Overall, I would just take everything into account before you make your decision. There are bound to be pros and cons, but like I said, I don’t think the online experience necessarily translates into a worse experience, and the Uni is doing as much as possible to keep things feeling as ‘normal’ as they can for students, both new and returning.
Hope this helps in some way!
P.S. You should have received an email with some details about the University’s plans for new students from September, and you can also see this information online.
Great post! It took me a while to get my head on "online learning". thanks for sharing
Hi Ricky! Really glad this helped you out. It can definitely be a bit of a confusing term! All the best, Sasha
I had a blast learning online. The only way to get a new skill or sharpen the ones I have, and still manage to work 🙂
Very well penned
Hi Sasha, thanks for sharing your experience of online learning. We have some same experiences that I face during our online learning and I know as a student that this platform is hard for us because we practice self-study. Honestly i dont understand some learning that we talk about during online class still really different the importance of the face to face classes that i really miss because i learn more. But it is also for our good because of the virus that we face and keep fighting and soon we will surpass this pandemic and we will get back to school and have a face to face classes.

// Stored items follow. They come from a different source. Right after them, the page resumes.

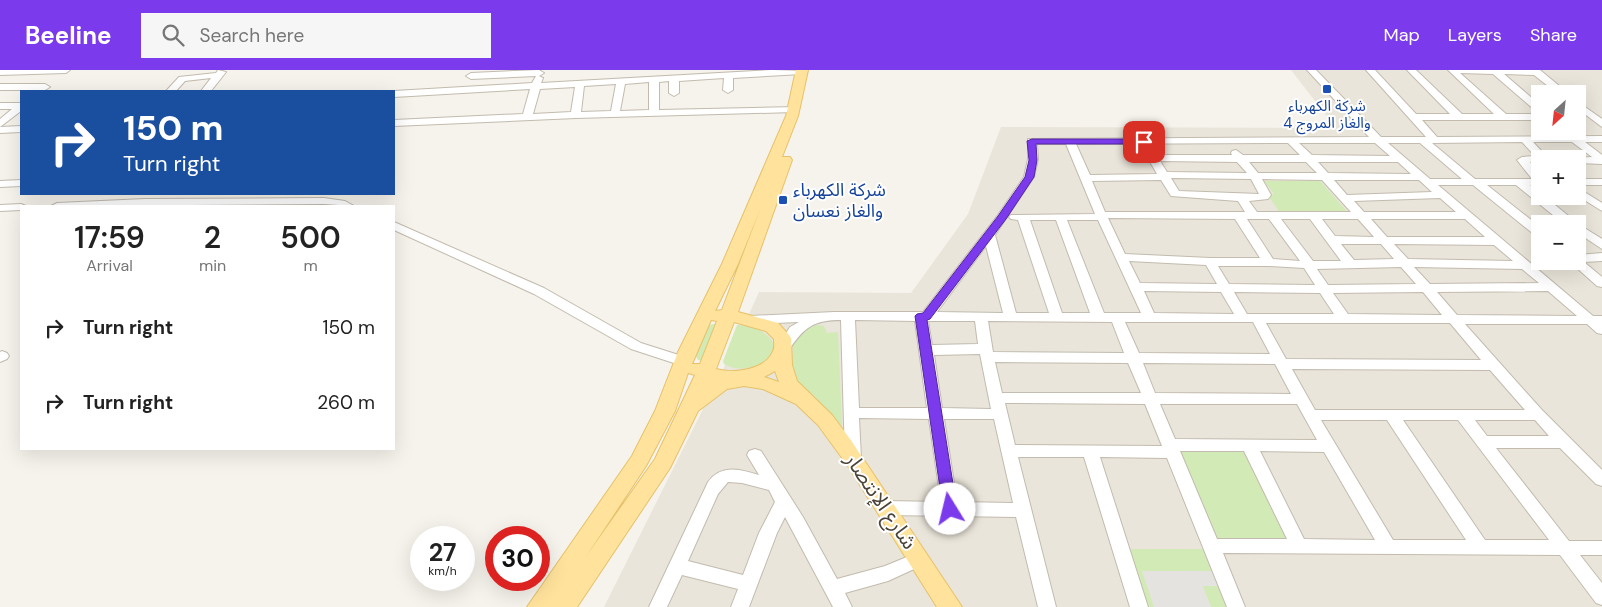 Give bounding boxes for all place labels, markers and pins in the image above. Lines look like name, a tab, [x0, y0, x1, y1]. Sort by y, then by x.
marker: شركة الكهرباء والغاز المروج 4	[1321, 83, 1333, 95]
place label: شركة الكهرباء والغاز المروج 4	[1283, 96, 1371, 135]
pin	[1123, 121, 1165, 163]
place label: شركة الكهرباء والغاز نعسان	[793, 178, 886, 223]
marker: شركة الكهرباء والغاز نعسان	[777, 194, 789, 206] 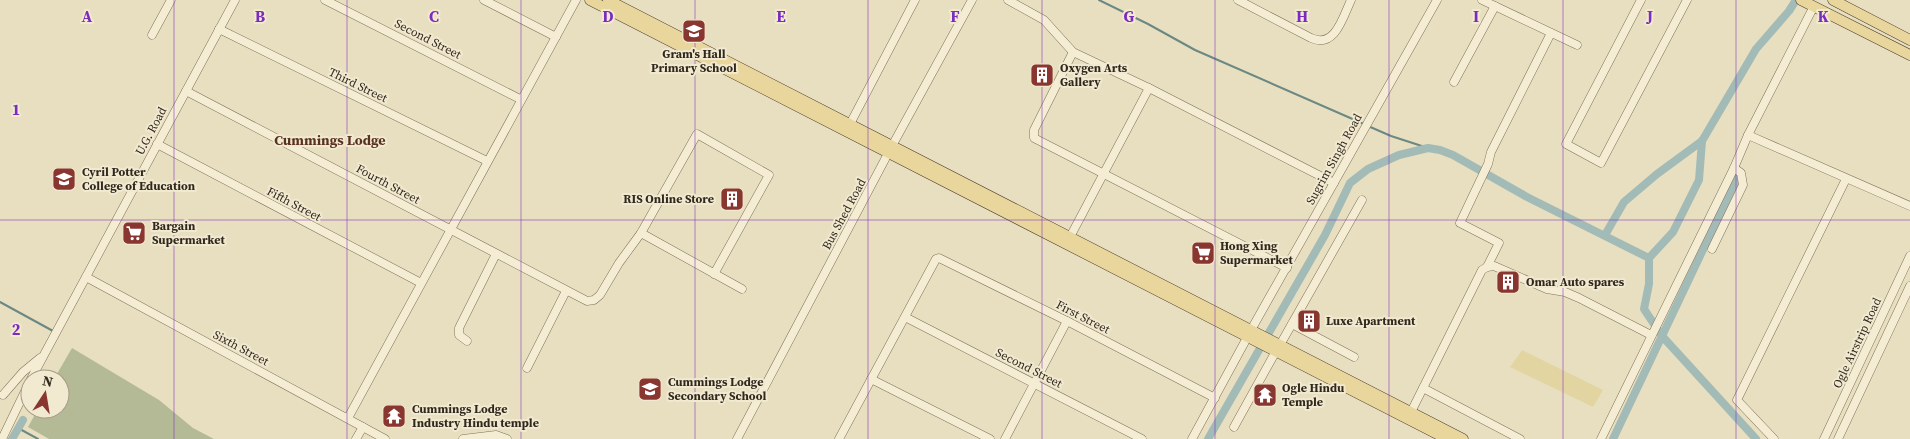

I can relate to your online learning experience. This pandemic has been difficult for us. By the way, I enjoy reading this blog:)
I can relate to your online learning experience. This pandemic has been difficult for us. What we are experiencing today in online learning is different. I sometimes find it very difficult to understand what is being tackled by our teacher. But Keep Fighting. We can also overcome this.
Thank you for sharing your online learning experiences, Sasha. We encounter some of the same issues that I do while learning online, and as a student I am aware that this platform is challenging for us since we self-study. Since I learn more, I must admit that some of the learning we discuss in our online classrooms is still very different from what we learn in face-to-face sessions, which is something I really miss. But it is also for our benefit because of the illness we are battling, which we will eventually defeat, and because it will allow us to return to school and take face-to-face classes once more.